### Task details
Copy the records below without altering a single word.

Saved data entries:
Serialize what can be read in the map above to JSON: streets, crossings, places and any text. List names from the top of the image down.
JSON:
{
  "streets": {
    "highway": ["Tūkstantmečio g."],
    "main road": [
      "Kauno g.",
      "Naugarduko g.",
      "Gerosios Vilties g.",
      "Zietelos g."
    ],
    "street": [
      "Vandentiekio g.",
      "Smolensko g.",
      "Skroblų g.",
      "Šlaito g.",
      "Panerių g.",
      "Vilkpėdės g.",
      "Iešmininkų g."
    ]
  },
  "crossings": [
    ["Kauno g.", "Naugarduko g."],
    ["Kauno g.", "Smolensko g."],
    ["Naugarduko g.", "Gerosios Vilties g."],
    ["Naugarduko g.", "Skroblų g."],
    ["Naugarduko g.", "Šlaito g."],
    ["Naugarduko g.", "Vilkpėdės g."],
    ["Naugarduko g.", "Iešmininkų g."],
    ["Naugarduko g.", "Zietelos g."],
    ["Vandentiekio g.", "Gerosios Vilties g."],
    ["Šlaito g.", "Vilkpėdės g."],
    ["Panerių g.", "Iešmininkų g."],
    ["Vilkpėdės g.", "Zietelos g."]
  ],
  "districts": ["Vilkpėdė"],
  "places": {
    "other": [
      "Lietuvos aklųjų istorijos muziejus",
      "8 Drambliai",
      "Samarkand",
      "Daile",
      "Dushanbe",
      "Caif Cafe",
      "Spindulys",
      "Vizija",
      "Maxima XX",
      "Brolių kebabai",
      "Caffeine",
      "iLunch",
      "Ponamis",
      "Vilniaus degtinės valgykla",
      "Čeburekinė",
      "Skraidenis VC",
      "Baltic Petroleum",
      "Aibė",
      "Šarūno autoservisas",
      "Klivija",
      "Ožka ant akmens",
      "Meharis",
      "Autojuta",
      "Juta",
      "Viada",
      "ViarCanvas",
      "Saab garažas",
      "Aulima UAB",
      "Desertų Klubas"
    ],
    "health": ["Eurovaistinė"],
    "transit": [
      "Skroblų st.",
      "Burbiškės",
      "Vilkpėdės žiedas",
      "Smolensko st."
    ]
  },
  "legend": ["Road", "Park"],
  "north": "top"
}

### The answer
Serialize what can be read in the map above to JSON: streets, crossings, places and any text. List names from the top of the image down.
JSON:
{
  "streets": {
    "highway": ["Tūkstantmečio g."],
    "main road": [
      "Kauno g.",
      "Naugarduko g.",
      "Gerosios Vilties g.",
      "Zietelos g."
    ],
    "street": [
      "Vandentiekio g.",
      "Smolensko g.",
      "Skroblų g.",
      "Šlaito g.",
      "Panerių g.",
      "Vilkpėdės g.",
      "Iešmininkų g."
    ]
  },
  "crossings": [
    ["Kauno g.", "Naugarduko g."],
    ["Kauno g.", "Smolensko g."],
    ["Naugarduko g.", "Gerosios Vilties g."],
    ["Naugarduko g.", "Skroblų g."],
    ["Naugarduko g.", "Šlaito g."],
    ["Naugarduko g.", "Vilkpėdės g."],
    ["Naugarduko g.", "Iešmininkų g."],
    ["Naugarduko g.", "Zietelos g."],
    ["Vandentiekio g.", "Gerosios Vilties g."],
    ["Šlaito g.", "Vilkpėdės g."],
    ["Panerių g.", "Iešmininkų g."],
    ["Vilkpėdės g.", "Zietelos g."]
  ],
  "districts": ["Vilkpėdė"],
  "places": {
    "other": [
      "Lietuvos aklųjų istorijos muziejus",
      "8 Drambliai",
      "Samarkand",
      "Daile",
      "Dushanbe",
      "Caif Cafe",
      "Spindulys",
      "Vizija",
      "Maxima XX",
      "Brolių kebabai",
      "Caffeine",
      "iLunch",
      "Ponamis",
      "Vilniaus degtinės valgykla",
      "Čeburekinė",
      "Skraidenis VC",
      "Baltic Petroleum",
      "Aibė",
      "Šarūno autoservisas",
      "Klivija",
      "Ožka ant akmens",
      "Meharis",
      "Autojuta",
      "Juta",
      "Viada",
      "ViarCanvas",
      "Saab garažas",
      "Aulima UAB",
      "Desertų Klubas"
    ],
    "health": ["Eurovaistinė"],
    "transit": [
      "Skroblų st.",
      "Burbiškės",
      "Vilkpėdės žiedas",
      "Smolensko st."
    ]
  },
  "legend": ["Road", "Park"],
  "north": "top"
}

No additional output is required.